精神福祉の歴史的背景を見ると、西欧においては、18世紀後半-19世紀はじめ 、 ピネル(Pinel)という人が、フランス革命の頃、精神病者を鉄鎖から解放したことが精神障害者を人間として尊重することの始まりといわれているそうだ。 ビネルは、18世紀末、近代精神医学の黎明期に、初めて分類した人で、彼は迷信からはなれて、精神病を自分の目で観察し、実証体系的に記述した。19世紀後半-20世紀はじめ 、クリフォード・ビアーズという、アメリカ人が、1908(明治41)年「わが魂に出会うまで」という自叙伝を発表し、重症うつ病で精神病院へ入院した時の体験から、患者のおかれている悲惨な入院環境、非人間的処遇の実態を指摘して、精神病への理解と精神病院改革を世に訴え、精神衛生運動を始めた。これが今日の精神保健福祉の拡がりをつくっていったと言われており、アメリカでは、1963(昭和38)年、ケネディ教書(精神病及び精神薄弱に関する大統領教書)が発表され、精神障害者らのための積極的な福祉施策がとられるようになったそうだ。
日本では、1900(明治33)年、精神病者を地方長官の許可を得て、私宅や病院などに監置できるという法律「精神病者監護法」が出来た。そして、1919(大正8)年、都道府県が精神病院を設置できるという法律「精神病院法」が出来たが、 実際には病院の設置はほとんど進まなかったようだ。 戦後の1950(昭和25)年、「精神衛生法」が出来、都道府県の公立の精神病院の設置義務が課せられ、自傷他害のおそれのある精神障害者の措置入院と保護義務者の同意による同意入院の制度ができた。そして、私宅監置が廃止されることになった。そして、1955(昭和30)-1970(昭和45)年 に、精神病院が大増設された。1963(昭和39)年、「ライシャワー事件」が起こり、精神衛生法改正のきっかけとなった。この事件では、当時のライシャワー駐日アメリカ大使が統合失調症(精神分裂病)の少年に刺されて負傷した。これにより、日本の精神障害者の不十分な医療体制が大きな社会問題となった。その結果、翌年6月に精神衛生法の一部改正が行われた。又、1984(昭和59)年には、「宇都宮病院事件」が起こった。この事件では、精神科医療で無資格者による診察やレントゲン撮影が行われたり、看護助手らの暴行により患者が死亡したり、医師や看護婦等の医療従事者の不足する我が国の精神科医療の実態が浮き彫りにされた。精神科医療の根底を揺るがす事件として、国内のみならず外国からも我が国の精神医療体制の改革の要求が高まった。そして、冒頭のように、1987(昭和62)年9月、「精神衛生法」が「精神保健法」に改正され、翌1988(昭和63年)の今日(7月1日)から施行されたのである。その後、1993(平成5)年に「障害者基本法」が成立し、精神障害者も障害者として明確に位置づけられることになった。しかし、その後も、いくつかの精神科医療機関での不祥事が発生しており、何度かの法改正がなされ、現在に至っている。

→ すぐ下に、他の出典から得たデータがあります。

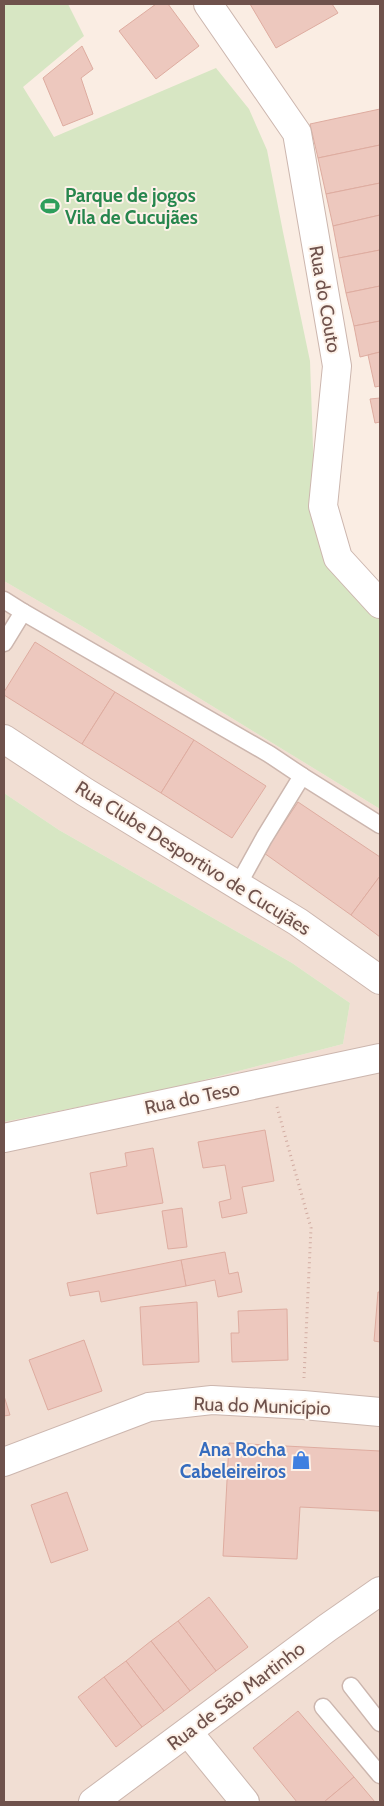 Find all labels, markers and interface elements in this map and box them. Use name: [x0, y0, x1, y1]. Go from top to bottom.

「精神保健福祉法」正確には・・・「精神保健及び精神障害者福祉に関する法律」の第1条、法律の目的には、「この法律は、精神障害者等の医療及び保護を行い、その社会復帰の促進及びその自立と社会経済活動への参加の促進のために必要な援助を行い、並びにその発生の予防その他国民の精神的健康の保持及び増進に努めることによって、精神障害者等の福祉の増進及び国民の精神保健の向上を図ることを目的とする。」とあり、この法律の目的の前半の部分については、昔に比べて、非常に、改善されているのであろう。ただ、最も大事な、後半部分の「その発生の予防その他国民の精神的健康の保持及び増進に努める」ことについては、余り、目に見えた施策はなされていないのではないかという気がする。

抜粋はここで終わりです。